Security firms need to build their software to natively work with multitenant systems and not slow processing in the cloud. It is unreasonable and inefficient to require that security software be installed in every virtual machine because that bogs down the cloud services' servers, Asprey said.
In addition, security firms need to provide their software on a more agile development cycle.
"Software providers typically have development cycles that last six or nine months, if not longer," he said. "Cloud threats -- cybercriminals -- move at cloud speed."
[With nearly half of IT managers avoiding cloud services over worries that their data will be leaked, it is time for cloud providers to become more transparent. See Cloud Security Measures Too Opaque For Customers.]
Another major problem with the cloud is that many services are architected to allow anyone with administrative privilege the ability to access all the data. A single breach -- or a malicious insider -- could give attackers complete control over the data of the provider's customers, said Oded Horovitz, founder and CEO of PrivateCore, a maker of secure virtual machine software for cloud applications.

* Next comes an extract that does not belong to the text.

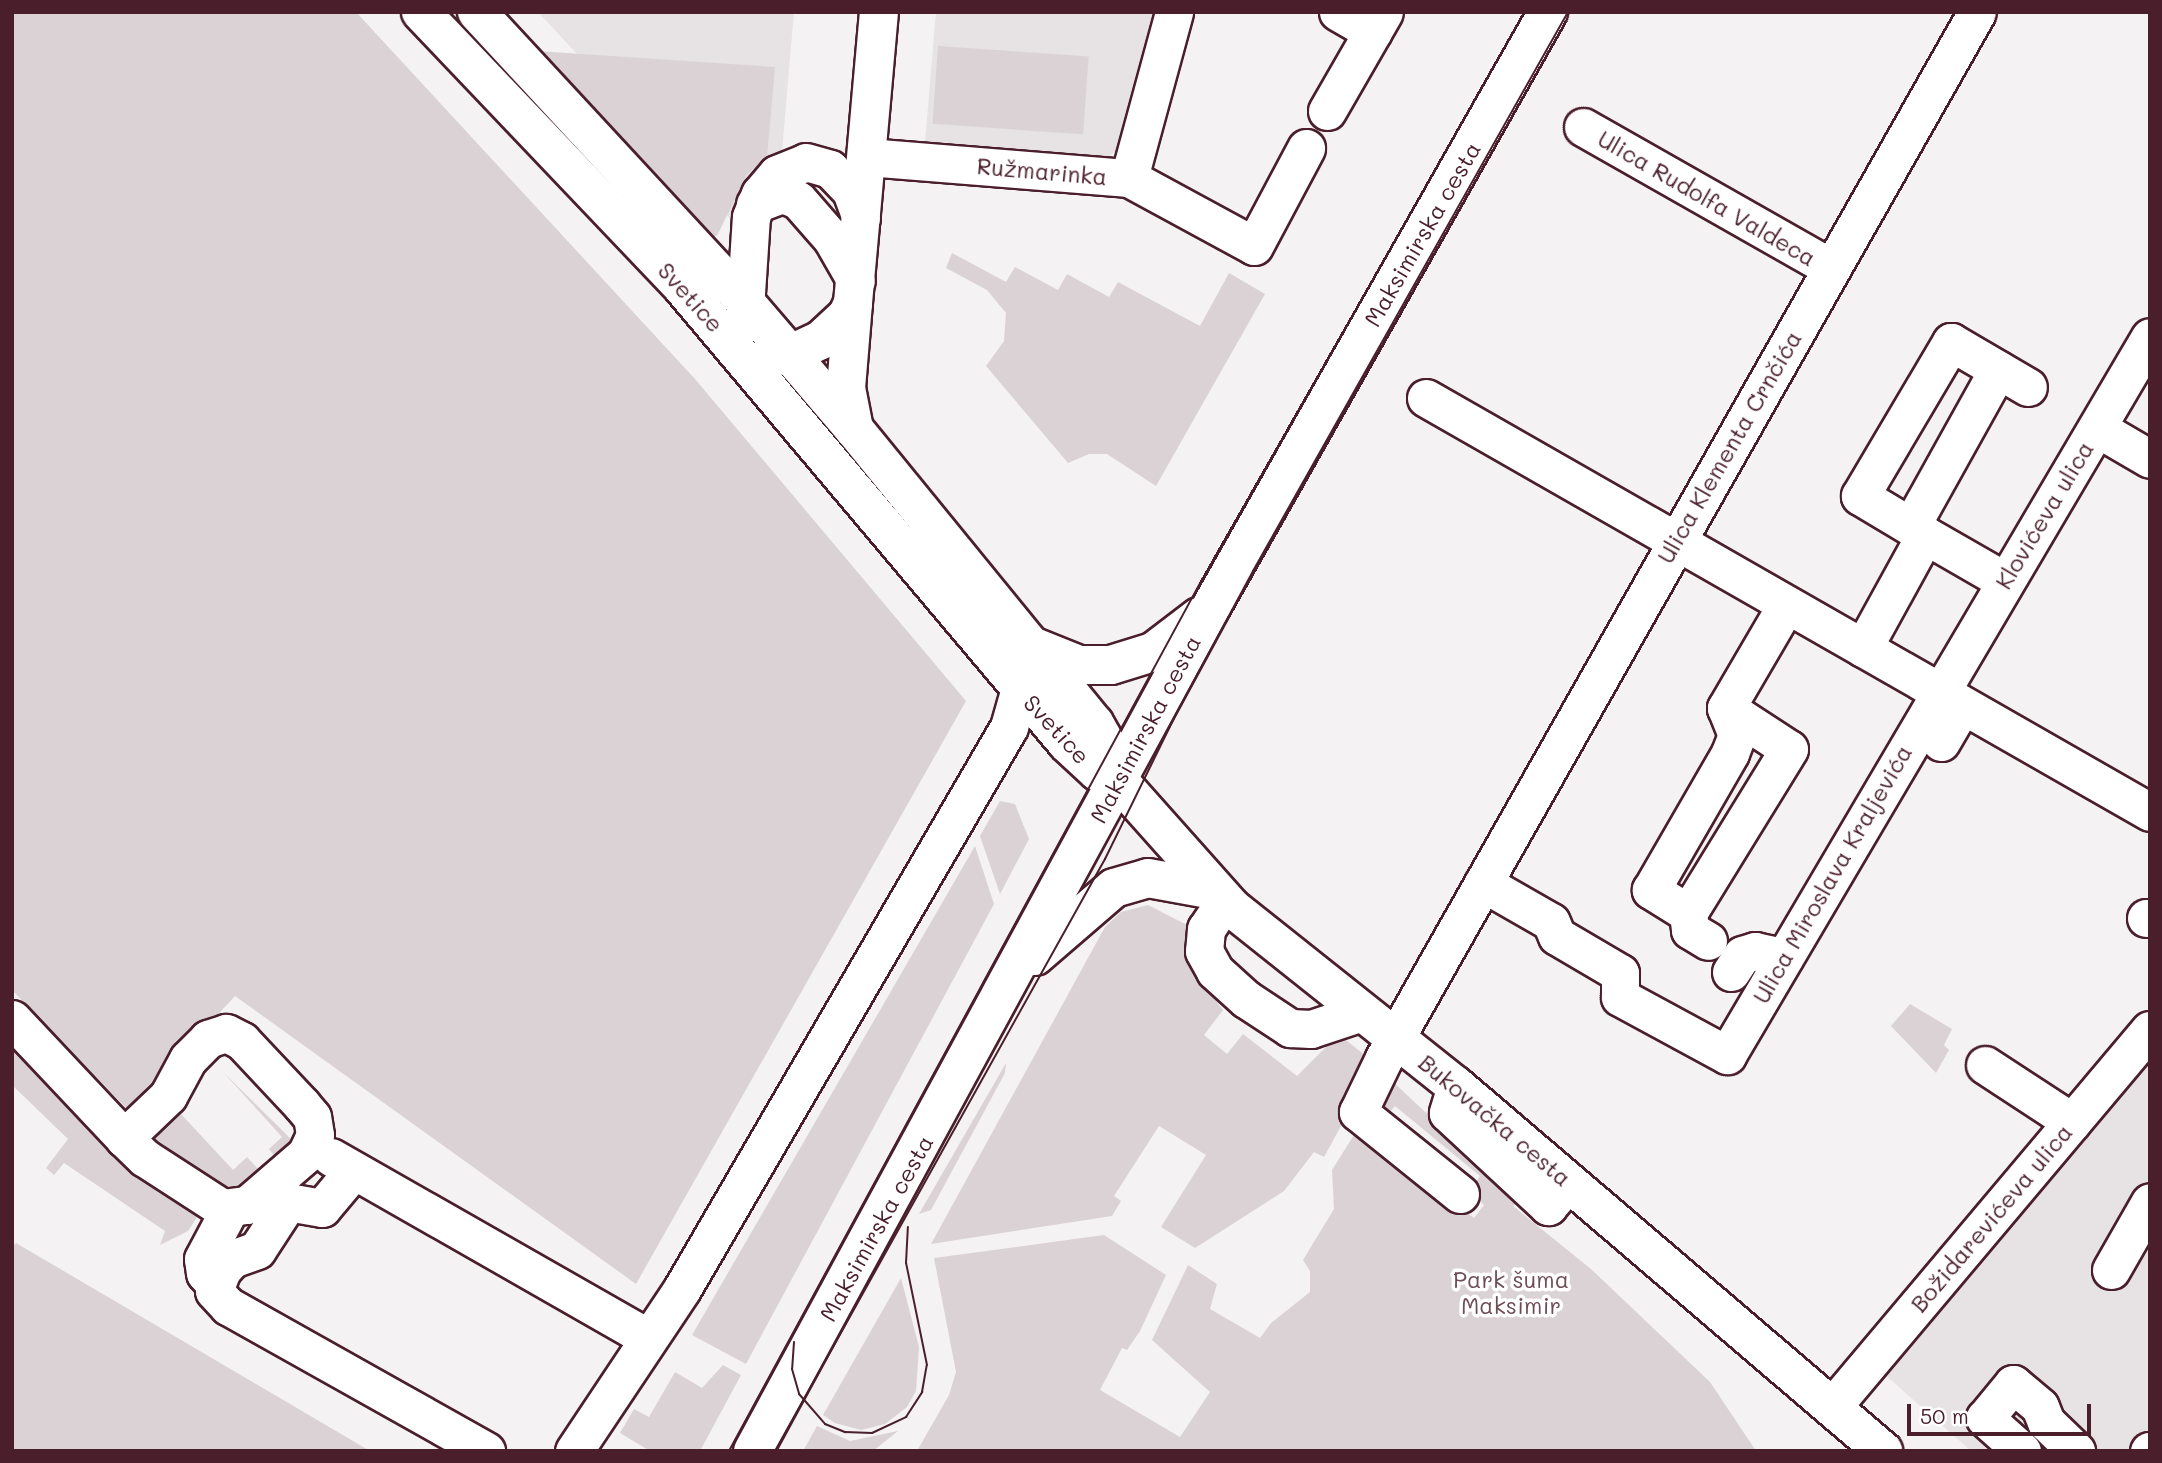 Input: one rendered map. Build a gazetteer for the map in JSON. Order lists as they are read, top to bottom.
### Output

"Cloud systems are built so that once you are in a certain perimeter, you are in," he said.
The virtual servers that run cloud applications typically rely on a tenuous web of trust. PrivateCore uses features of currently available trusted processors to verify the trust of the lowest common denominator, the CPU.
Other security experts highlighted the cloud's ability to concentrate risk -- and the danger that such a concentration entails.
"With the advent of cloud and the concentration of resources, you have created a single point of failure," said Alan LeFort, vice president of product management for virtualization management firm HyTrust.
While that concentration makes managing cloud resources more efficient, cloud service providers need to mitigate the worst-case scenarios, LeFort said.
"The security part has not evolve yet to the point that it is not in the way," LeFort said. "The cloud can be more secure with the right level of controls and the right level of automation."